No pictures in the copy. Write out the listing below exactly.

══ DATASET CONTENT

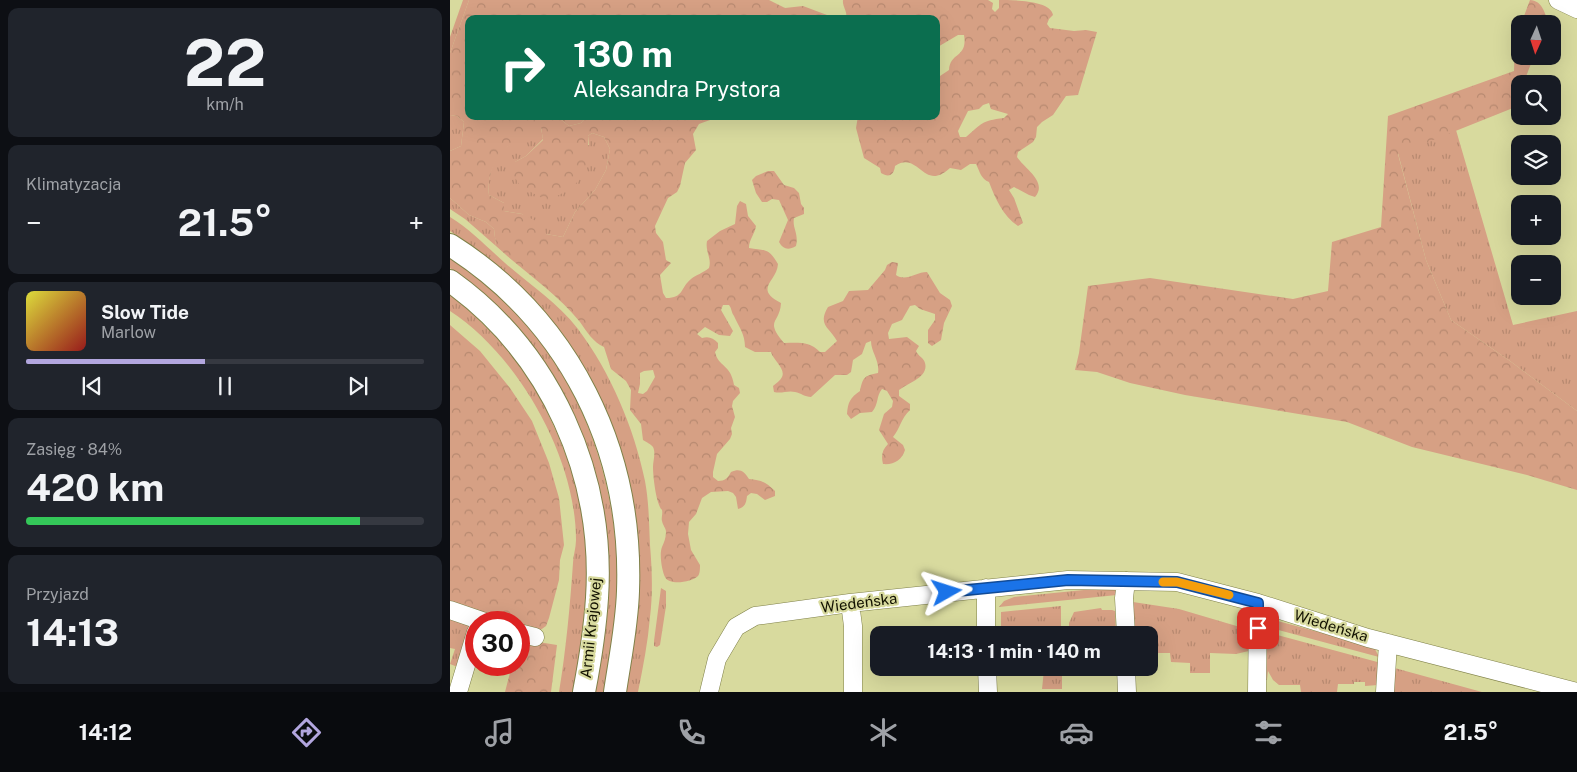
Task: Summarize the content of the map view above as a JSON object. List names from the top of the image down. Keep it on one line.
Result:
{"streets":{"main road":["Armii Krajowej"],"street":["Wiedeńska"]},"north":"bottom","page":{"tile":[["22","km/h"],"Klimatyzacja",["Zasięg · 84%","420 km"],["Przyjazd","14:13"]],"map_buttons":["+","−"],"turn":["130 m","Aleksandra Prystora"],"heat":["−","21.5°","+"],"song":["Slow Tide","Marlow"],"limit":"30","trip":"14:13 · 1 min · 140 m","tabs":["14:12","21.5°"]}}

════

SOLUTION TO THIS PROBLEM:
Task: Summarize the content of the map view above as a JSON object. List names from the top of the image down. Keep it on one line.
Result:
{"streets":{"main road":["Armii Krajowej"],"street":["Wiedeńska"]},"north":"bottom","page":{"tile":[["22","km/h"],"Klimatyzacja",["Zasięg · 84%","420 km"],["Przyjazd","14:13"]],"map_buttons":["+","−"],"turn":["130 m","Aleksandra Prystora"],"heat":["−","21.5°","+"],"song":["Slow Tide","Marlow"],"limit":"30","trip":"14:13 · 1 min · 140 m","tabs":["14:12","21.5°"]}}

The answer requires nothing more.